What to work on:
Only the lines that contain the string "Southwest" belong in the answer; pull them from the records.

Collected data entries:

= Beginning of Section =

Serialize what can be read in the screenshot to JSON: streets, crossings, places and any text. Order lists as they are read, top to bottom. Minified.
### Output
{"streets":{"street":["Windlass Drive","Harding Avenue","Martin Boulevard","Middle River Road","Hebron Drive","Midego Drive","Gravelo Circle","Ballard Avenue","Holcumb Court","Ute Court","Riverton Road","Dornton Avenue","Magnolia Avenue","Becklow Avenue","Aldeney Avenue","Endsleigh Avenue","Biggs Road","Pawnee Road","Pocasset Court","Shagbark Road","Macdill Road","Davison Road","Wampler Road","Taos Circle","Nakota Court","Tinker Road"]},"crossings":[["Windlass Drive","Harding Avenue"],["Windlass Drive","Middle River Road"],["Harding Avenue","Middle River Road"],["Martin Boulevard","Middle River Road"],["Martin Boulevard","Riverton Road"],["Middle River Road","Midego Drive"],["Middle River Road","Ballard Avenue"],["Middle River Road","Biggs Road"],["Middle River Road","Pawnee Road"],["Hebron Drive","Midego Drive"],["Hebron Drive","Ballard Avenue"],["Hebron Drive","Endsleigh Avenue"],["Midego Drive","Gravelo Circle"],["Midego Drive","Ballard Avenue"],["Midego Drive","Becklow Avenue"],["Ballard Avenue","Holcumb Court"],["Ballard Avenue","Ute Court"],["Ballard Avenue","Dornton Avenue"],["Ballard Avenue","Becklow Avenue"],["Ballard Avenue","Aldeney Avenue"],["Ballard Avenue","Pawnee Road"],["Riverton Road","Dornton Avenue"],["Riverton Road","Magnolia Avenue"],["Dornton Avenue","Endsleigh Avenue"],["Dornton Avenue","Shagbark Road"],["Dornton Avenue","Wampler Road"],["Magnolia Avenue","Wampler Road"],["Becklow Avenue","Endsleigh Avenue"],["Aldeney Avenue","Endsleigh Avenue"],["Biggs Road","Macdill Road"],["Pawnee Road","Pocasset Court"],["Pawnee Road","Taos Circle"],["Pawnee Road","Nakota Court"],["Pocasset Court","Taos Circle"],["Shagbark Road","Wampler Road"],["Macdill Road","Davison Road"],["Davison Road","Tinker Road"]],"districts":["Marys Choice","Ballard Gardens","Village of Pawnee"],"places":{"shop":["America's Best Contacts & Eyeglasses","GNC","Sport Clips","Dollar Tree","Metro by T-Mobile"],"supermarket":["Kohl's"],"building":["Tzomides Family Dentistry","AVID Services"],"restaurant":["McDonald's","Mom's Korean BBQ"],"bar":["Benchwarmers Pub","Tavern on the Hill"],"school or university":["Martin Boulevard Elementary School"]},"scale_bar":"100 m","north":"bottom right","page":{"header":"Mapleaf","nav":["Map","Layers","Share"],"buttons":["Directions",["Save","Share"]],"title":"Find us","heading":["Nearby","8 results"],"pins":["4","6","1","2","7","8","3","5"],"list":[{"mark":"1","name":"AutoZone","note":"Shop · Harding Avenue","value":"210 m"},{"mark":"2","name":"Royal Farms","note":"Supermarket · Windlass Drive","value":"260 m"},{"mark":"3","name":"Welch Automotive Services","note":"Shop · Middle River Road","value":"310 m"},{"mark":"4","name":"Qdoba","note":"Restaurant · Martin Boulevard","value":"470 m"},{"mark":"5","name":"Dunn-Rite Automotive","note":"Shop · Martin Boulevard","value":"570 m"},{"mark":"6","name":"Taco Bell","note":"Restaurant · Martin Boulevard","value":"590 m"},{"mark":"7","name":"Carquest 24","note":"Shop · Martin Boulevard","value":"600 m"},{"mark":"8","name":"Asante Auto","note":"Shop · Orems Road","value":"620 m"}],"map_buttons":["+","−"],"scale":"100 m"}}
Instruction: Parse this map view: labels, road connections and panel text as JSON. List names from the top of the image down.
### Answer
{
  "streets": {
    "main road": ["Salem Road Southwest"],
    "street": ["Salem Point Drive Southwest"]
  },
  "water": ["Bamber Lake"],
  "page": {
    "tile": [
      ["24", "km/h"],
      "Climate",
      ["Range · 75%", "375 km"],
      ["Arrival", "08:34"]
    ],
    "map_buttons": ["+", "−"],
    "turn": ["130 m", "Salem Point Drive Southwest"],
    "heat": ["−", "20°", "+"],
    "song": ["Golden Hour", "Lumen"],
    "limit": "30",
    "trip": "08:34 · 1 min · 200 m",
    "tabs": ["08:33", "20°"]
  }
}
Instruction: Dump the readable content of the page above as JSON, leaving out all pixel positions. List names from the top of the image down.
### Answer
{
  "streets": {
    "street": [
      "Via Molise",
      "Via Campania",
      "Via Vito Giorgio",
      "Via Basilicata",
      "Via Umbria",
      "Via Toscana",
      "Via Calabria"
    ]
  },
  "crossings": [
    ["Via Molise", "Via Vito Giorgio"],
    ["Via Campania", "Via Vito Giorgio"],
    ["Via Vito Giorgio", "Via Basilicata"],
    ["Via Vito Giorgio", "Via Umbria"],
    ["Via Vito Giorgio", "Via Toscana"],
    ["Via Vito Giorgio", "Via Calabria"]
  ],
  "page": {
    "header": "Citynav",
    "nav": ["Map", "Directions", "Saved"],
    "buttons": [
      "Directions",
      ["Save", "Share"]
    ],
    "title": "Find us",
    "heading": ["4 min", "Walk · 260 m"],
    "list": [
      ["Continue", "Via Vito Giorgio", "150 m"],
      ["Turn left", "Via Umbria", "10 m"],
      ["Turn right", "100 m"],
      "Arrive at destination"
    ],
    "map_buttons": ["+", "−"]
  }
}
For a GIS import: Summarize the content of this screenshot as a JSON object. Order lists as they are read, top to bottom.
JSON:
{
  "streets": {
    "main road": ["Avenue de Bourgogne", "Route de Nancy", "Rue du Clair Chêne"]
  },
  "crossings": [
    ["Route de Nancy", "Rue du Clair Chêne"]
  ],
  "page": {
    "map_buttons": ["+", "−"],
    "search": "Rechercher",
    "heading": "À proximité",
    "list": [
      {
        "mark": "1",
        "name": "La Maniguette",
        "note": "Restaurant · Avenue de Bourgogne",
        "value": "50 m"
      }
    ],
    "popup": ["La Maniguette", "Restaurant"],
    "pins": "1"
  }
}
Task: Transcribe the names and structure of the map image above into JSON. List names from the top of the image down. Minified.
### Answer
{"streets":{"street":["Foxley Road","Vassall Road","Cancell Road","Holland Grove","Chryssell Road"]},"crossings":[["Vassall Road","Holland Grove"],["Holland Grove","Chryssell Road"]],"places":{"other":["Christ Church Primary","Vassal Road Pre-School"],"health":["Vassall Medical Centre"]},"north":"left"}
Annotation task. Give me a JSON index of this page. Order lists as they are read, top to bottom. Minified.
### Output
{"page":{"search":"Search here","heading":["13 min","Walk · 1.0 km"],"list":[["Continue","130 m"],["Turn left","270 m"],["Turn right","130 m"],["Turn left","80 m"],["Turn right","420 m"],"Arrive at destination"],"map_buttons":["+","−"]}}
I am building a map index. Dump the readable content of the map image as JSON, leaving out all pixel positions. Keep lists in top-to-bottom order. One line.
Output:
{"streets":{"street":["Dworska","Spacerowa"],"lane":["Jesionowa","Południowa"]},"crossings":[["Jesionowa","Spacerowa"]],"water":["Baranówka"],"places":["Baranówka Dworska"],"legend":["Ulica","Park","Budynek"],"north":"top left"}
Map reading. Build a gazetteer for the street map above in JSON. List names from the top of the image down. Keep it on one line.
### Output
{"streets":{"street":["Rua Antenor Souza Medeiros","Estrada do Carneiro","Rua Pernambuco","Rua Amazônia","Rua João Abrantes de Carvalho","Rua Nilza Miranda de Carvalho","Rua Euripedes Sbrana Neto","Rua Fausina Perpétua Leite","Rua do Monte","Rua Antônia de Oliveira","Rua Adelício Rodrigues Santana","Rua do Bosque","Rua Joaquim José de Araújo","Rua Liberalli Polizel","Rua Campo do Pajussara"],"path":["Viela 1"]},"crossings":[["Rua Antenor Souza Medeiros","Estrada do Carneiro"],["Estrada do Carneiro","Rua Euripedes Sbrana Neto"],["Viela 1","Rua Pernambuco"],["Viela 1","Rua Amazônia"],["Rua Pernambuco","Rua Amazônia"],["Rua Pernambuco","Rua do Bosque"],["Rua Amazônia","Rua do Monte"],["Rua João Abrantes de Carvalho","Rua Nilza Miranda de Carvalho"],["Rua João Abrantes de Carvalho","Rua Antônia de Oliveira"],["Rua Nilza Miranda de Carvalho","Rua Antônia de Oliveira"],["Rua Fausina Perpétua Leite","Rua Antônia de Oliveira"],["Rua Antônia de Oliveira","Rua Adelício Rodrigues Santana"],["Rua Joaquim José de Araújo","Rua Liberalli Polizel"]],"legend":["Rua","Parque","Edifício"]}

= End of Section =

Result of this exercise:
    "main road": ["Salem Road Southwest"],
    "street": ["Salem Point Drive Southwest"]
    "turn": ["130 m", "Salem Point Drive Southwest"],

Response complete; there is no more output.